Galilee, of course, was home territory for the disciples, and a place for them to be able to regroup away from the influence of the murderous priests and Jewish leaders. It is most likely in Galilee that Jesus would spend 40 days teaching the disciples as we find in Acts 1. Note, too, the language of Jesus going up ahead of his disciples. How significant it is that our Lord leads and does not expect his own to stumble around ahead of him. Such is the language of Hebrews 2:10—Christ, through his suffering and death, led the way for us to follow into salvation. At the same time, note what must come first—the raising up. Before Jesus can gloriously lead us to salvation and toward the celebration of the mighty Kingdom of God in its fullness, a sacrifice must be made to atone for our sins. One must go through the valley before one will appreciate the peaks that surround it.

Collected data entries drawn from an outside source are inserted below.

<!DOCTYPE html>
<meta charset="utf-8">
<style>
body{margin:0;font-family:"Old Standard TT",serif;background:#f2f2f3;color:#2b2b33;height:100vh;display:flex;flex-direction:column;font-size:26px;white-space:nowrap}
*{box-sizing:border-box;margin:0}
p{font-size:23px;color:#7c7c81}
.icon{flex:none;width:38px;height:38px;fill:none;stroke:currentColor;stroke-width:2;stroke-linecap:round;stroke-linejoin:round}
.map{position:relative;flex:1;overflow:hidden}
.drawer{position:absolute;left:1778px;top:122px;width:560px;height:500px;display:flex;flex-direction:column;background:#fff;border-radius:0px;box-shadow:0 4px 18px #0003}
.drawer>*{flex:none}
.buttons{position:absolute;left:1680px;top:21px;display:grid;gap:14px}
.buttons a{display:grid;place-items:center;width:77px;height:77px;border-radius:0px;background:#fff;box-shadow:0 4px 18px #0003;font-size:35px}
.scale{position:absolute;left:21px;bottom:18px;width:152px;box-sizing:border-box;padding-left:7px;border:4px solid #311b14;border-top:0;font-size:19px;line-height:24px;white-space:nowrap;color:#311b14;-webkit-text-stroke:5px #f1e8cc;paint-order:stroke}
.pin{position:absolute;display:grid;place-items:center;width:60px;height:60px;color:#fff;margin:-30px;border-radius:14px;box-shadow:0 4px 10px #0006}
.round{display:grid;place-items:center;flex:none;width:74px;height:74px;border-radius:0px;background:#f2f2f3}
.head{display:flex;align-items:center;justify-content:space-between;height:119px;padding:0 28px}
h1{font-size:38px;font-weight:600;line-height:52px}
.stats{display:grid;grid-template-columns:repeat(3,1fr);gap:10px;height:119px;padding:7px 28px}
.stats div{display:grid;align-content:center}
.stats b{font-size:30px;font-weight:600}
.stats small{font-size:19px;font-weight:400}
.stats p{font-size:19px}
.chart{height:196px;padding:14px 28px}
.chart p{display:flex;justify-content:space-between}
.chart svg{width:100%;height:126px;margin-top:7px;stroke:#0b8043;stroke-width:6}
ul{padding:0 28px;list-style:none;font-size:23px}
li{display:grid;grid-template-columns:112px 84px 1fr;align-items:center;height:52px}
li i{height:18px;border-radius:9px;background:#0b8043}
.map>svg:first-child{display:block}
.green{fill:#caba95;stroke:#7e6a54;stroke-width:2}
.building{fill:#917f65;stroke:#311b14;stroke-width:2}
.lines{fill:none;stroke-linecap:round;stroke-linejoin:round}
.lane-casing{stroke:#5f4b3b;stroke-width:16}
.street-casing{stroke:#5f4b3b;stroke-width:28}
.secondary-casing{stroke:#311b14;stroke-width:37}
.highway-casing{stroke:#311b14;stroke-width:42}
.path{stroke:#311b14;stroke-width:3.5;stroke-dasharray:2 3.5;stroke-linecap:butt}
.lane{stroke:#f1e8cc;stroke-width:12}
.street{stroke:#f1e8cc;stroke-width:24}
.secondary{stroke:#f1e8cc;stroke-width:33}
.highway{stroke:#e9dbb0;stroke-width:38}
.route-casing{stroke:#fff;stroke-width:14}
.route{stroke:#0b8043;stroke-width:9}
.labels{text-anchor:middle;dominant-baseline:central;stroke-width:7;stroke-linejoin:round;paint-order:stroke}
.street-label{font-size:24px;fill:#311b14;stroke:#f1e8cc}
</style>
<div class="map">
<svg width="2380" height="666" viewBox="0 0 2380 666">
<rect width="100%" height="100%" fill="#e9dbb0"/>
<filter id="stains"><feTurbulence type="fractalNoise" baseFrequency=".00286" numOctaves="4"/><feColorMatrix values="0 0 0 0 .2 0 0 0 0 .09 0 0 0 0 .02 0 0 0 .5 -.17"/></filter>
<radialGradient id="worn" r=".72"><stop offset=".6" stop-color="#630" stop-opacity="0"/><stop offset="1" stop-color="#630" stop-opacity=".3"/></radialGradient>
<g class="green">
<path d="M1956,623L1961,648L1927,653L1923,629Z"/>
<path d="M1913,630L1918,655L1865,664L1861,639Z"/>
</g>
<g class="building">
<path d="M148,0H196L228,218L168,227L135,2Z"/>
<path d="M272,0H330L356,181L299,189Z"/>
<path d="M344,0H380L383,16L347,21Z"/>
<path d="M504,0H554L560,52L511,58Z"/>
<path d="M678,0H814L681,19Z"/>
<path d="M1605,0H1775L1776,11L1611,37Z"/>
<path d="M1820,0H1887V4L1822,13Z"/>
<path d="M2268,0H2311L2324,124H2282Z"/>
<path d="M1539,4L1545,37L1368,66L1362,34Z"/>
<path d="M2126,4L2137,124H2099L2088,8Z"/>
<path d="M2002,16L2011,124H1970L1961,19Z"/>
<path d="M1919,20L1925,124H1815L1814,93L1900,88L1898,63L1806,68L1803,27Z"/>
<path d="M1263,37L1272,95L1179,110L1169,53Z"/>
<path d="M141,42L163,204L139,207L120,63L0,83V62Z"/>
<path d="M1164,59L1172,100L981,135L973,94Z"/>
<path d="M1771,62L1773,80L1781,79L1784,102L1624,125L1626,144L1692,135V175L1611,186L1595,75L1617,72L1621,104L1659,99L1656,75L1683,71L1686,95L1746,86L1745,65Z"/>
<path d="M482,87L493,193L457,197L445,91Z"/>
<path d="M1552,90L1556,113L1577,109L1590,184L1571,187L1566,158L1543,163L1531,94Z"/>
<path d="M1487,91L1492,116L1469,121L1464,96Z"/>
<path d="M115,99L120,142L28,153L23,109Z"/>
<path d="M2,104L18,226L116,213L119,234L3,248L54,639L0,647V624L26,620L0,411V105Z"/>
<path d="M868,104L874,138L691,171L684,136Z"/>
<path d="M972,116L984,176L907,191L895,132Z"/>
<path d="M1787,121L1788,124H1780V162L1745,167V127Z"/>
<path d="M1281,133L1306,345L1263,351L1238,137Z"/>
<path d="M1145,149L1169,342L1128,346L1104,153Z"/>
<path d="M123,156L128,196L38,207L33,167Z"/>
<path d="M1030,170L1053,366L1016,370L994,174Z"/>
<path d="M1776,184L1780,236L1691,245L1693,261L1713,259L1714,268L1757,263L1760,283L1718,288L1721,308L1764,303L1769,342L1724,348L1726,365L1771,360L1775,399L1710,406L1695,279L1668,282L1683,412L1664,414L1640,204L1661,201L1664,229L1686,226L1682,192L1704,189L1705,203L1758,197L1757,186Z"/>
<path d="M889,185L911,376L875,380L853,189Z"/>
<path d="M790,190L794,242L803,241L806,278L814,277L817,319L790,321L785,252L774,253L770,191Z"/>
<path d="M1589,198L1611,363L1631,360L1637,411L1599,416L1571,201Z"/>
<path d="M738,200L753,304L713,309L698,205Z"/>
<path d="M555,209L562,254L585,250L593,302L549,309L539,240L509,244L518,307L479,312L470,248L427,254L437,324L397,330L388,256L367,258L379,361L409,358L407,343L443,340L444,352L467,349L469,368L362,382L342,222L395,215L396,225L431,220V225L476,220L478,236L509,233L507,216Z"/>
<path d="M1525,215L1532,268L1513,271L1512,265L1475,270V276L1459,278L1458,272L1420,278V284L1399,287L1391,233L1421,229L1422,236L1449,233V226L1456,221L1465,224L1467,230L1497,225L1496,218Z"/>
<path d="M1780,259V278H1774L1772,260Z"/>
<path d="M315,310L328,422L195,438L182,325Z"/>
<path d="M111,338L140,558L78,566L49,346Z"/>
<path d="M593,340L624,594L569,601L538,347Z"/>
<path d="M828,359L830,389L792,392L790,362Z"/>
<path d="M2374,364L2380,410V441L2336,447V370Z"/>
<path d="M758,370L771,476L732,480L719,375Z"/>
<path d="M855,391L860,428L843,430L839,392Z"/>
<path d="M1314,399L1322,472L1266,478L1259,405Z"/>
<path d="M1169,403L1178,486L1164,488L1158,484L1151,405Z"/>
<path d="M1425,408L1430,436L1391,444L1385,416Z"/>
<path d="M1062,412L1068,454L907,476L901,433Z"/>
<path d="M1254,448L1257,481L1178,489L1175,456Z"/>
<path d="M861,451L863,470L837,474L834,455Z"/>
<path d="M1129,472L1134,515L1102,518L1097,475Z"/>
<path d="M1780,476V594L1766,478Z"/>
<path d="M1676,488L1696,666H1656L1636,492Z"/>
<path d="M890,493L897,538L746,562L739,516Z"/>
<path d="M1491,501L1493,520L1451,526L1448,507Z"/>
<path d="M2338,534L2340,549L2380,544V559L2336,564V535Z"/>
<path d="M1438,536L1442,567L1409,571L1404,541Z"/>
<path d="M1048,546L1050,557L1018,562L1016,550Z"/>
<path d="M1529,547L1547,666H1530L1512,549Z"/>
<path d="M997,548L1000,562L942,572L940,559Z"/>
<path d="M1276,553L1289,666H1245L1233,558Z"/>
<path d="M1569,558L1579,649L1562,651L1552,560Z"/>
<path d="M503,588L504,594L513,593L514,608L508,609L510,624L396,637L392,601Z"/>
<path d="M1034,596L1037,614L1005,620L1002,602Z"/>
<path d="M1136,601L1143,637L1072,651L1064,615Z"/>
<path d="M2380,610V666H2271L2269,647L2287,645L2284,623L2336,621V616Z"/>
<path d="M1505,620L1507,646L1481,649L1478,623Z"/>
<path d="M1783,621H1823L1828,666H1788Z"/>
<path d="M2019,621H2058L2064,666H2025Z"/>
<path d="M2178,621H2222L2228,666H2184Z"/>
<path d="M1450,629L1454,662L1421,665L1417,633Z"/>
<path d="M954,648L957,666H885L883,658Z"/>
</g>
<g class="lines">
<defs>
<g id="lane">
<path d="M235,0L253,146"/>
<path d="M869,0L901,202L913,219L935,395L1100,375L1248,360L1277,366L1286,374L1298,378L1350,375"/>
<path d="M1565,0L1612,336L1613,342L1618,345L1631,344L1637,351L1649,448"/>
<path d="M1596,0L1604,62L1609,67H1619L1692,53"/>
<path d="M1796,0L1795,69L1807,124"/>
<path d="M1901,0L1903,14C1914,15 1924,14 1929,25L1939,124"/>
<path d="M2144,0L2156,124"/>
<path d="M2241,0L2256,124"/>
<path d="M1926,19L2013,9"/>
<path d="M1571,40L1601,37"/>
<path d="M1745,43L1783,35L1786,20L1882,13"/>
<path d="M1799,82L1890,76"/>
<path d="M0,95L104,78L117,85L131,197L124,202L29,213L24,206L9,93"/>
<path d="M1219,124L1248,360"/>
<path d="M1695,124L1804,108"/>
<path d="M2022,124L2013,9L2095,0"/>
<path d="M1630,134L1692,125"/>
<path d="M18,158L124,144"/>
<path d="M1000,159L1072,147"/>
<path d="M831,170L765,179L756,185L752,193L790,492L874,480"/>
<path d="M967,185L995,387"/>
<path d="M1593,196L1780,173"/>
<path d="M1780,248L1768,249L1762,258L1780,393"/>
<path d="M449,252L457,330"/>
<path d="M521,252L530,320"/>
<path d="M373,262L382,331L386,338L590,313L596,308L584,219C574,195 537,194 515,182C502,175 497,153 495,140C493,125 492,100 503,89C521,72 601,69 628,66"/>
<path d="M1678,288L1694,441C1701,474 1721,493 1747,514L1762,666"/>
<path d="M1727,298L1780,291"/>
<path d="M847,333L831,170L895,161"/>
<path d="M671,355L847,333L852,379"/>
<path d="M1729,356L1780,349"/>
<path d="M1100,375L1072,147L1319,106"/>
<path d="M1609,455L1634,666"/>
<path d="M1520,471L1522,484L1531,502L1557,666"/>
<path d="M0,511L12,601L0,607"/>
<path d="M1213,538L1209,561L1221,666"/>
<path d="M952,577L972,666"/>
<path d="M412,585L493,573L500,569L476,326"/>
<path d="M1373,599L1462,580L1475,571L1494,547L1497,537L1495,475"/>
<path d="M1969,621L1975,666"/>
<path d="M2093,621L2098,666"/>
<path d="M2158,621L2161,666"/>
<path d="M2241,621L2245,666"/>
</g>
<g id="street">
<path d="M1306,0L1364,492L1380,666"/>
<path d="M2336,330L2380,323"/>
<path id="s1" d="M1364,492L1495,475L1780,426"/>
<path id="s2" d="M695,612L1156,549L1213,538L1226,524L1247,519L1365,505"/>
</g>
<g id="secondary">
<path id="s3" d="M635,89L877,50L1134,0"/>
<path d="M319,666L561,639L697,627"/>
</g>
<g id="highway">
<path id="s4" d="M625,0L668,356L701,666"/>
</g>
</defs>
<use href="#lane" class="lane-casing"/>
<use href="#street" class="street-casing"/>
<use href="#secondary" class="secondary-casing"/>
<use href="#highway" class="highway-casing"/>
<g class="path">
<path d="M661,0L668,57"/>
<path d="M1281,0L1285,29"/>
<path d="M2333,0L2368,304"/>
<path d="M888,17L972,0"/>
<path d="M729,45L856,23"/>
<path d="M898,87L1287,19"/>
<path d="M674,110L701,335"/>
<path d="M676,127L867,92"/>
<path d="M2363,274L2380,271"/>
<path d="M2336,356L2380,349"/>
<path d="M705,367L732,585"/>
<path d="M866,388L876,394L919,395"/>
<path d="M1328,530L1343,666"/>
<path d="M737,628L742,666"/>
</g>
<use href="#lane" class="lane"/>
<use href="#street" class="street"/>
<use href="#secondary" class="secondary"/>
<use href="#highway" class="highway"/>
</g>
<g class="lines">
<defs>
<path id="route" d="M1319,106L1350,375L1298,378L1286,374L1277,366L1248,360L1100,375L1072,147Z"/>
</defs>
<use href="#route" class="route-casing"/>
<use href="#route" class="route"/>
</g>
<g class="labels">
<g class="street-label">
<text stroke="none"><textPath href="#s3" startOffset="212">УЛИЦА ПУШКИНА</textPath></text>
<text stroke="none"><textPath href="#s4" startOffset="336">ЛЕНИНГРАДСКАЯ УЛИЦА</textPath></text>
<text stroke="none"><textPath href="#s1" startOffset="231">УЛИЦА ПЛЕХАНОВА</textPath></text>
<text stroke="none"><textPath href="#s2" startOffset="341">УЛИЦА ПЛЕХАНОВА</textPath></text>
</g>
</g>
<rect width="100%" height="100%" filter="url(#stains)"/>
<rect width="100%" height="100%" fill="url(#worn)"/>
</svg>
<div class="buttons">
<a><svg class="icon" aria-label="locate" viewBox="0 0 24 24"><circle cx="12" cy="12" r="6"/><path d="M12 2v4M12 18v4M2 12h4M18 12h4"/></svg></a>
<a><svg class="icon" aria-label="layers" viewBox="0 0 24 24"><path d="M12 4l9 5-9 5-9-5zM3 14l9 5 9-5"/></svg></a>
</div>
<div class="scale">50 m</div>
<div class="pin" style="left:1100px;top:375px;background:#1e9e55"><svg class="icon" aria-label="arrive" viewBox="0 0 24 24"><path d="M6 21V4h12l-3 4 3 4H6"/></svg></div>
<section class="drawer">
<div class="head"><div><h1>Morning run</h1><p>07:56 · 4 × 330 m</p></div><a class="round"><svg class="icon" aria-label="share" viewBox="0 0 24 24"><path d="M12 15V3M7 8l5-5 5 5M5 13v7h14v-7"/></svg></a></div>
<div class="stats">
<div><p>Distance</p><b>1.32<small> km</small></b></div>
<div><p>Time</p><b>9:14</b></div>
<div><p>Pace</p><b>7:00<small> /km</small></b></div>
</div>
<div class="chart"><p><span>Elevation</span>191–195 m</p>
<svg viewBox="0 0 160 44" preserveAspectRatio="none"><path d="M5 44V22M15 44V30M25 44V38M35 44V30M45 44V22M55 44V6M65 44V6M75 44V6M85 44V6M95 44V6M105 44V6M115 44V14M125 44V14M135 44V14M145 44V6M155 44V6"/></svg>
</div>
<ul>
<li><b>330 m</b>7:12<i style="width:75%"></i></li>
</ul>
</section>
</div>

Of course, along with the idea of Jesus leading implies not only our responsibility to follow (for it is only the most impudent of children that will not follow the road down which their parents lead—and what would we call a soldier that refuses to follow his commander down a given path), but the implication is that we must follow down the path that our Lord has traveled. Often, we act as if we are comfortable with the idea of Jesus facing trial and persecution in his sacrifice and death and then are surprised when we face trial and persecution ourselves. As Isaac Watts said, “Why do we think we will enter heaven on a bed of roses when our Lord entered with a crown of thorns?” Jesus did not simply say, “follow me,” he said, “take up your cross and follow me.” Understanding that life principle (or death principle as we ought die to this world) makes all the difference.